The MATCH trial is the first major evaluation of implementation of an adaption of the STarT Back risk stratification strategy in the USA. Although the intervention resulted in use of the STarT Back tool for approximately half of patient visits for LBP, it did not change PCP treatment decisions. Another recent cluster randomized controlled trial evaluated use of a multifaceted strategy (including embedding the STarT Back Tool in the EHR) to implement LBP guidelines into Danish general practices.27 That trial found lower secondary care referral rates in the intervention clinics (5.0%) than in the control clinics (10.5%), but no improvement in patient outcomes.

There are many reasons complex interventions such as the one evaluated in this trial could fail to improve patient outcomes, including unacceptability to clinicians, inadequate leadership and system support, ineffective implementation, and inadequate potency.
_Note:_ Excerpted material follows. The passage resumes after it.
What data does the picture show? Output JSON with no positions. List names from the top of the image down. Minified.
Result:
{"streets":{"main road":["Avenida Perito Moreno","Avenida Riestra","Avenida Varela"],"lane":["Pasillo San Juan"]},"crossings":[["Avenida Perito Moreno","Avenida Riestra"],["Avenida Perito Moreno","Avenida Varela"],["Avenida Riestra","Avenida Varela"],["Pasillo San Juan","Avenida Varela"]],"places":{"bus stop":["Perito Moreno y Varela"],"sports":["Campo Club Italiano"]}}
Although a comprehensive evaluation of the implementation process found high levels of clinician engagement and system support (submitted), there were limitations in our intervention that could explain why PCP behavior did not change, most notably: (1) we did not conduct feedback audits to encourage clinician adherence to matching treatments to patient subgroups and (2) compared with English studies,8, 9 our matched treatment options were more numerous, less familiar to clinicians, and more difficult to access, thereby placing a greater burden on our PCPs. We also used a different recruitment strategy than the English studies. Differences between the study populated in England9 and our study population could also explain outcome differences. For example, although the patient populations were similar in age, gender, employment, risk subgroup proportions, and pain severity, US patients had substantially higher baseline levels of LBP-related physical disability (RMDQ scores of 11.8 versus 8.4, respectively).
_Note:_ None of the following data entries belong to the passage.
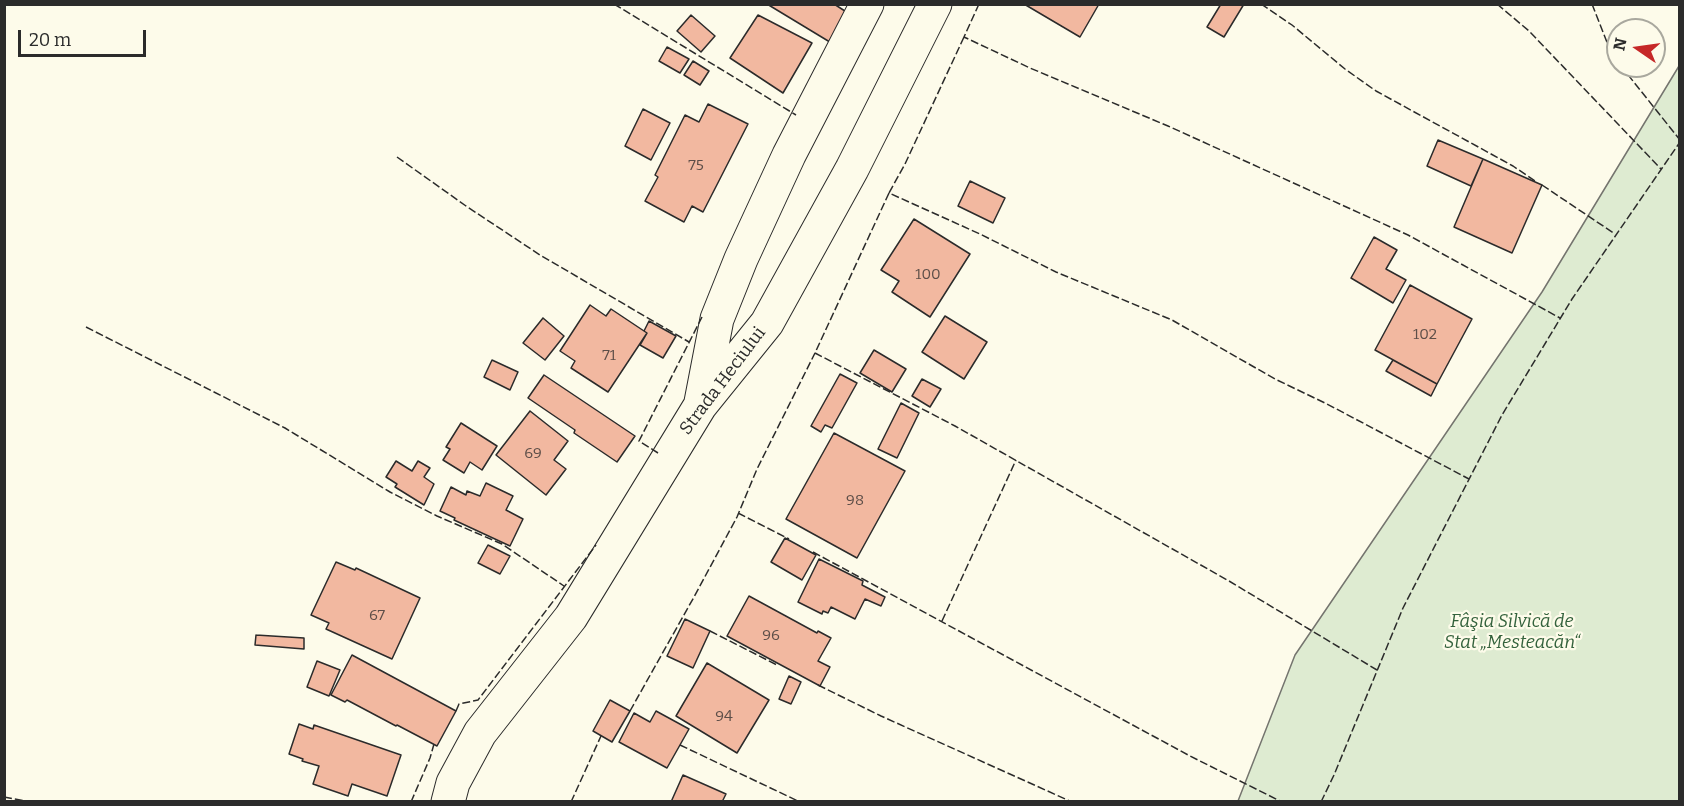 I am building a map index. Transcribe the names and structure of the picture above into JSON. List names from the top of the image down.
{
  "streets": {
    "street": ["Strada Heciului"]
  },
  "parks": ["Fâşia Silvică de Stat „Mesteacăn“"],
  "house_numbers": [
    "75",
    "100",
    "102",
    "71",
    "69",
    "98",
    "67",
    "96",
    "94"
  ],
  "scale_bar": "20 m",
  "north": "left"
}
We designed our intervention20 to be as potent as possible without making it impossible to implement in primary care clinics. Even if our intervention had improved outcomes, it may not have been feasible to implement in most US primary care settings. The high levels of burnout among PCPs and the continued turmoil in USA healthcare,28 make complex changes in clinical practice difficult.

Major strengths of the MATCH trial include randomization of matched pairs of clinics to serve as intervention or control clinics, adequate sample sizes and power to detect meaningful differences, high follow-up rates, and an adaptive and pragmatic intervention design including substantial PCP and physical therapist training, training modules based on requests of primary care teams, and inclusion of the whole primary care team.20 Limitations include less than half of all LBP patients participated and may not be representative of all patients, the need to defer baseline data collection until 2 weeks after the PCP visit thereby missing any early treatment effects, and the restriction to a single socio-economically homogenous integrated healthcare system.

CONCLUSIONS

In contrast to the positive results of implementing a risk stratification strategy to improve primary care for LBP in England,15, 16 our adaptation of that strategy to the different circumstances in our setting did not change healthcare utilization or improve patient outcomes. This illustrates the risk of failure when complex interventions developed and found effective in one setting are implemented in a different setting even with strong system support and substantial resources devoted to adapting the intervention to local needs and circumstances.

To increase their chances of success, future initiatives to implement complex interventions in primary care should include simple and easily implemented and supported treatment recommendations, automatic alerts in the EHR to make it easy for clinicians to remember to collect risk-stratification information and recommend appropriate matched treatments to their patients, and the provision of regular feedback on their performance adhering to the matched treatment recommendations for patients at each risk stratum are likely to improve the chances of success. Given the limited ability of primary care clinicians to take on new responsibilities, however, innovative approaches (e.g., expanded nurse role) may be necessary to promote the clinical changes necessary to improve patient outcomes.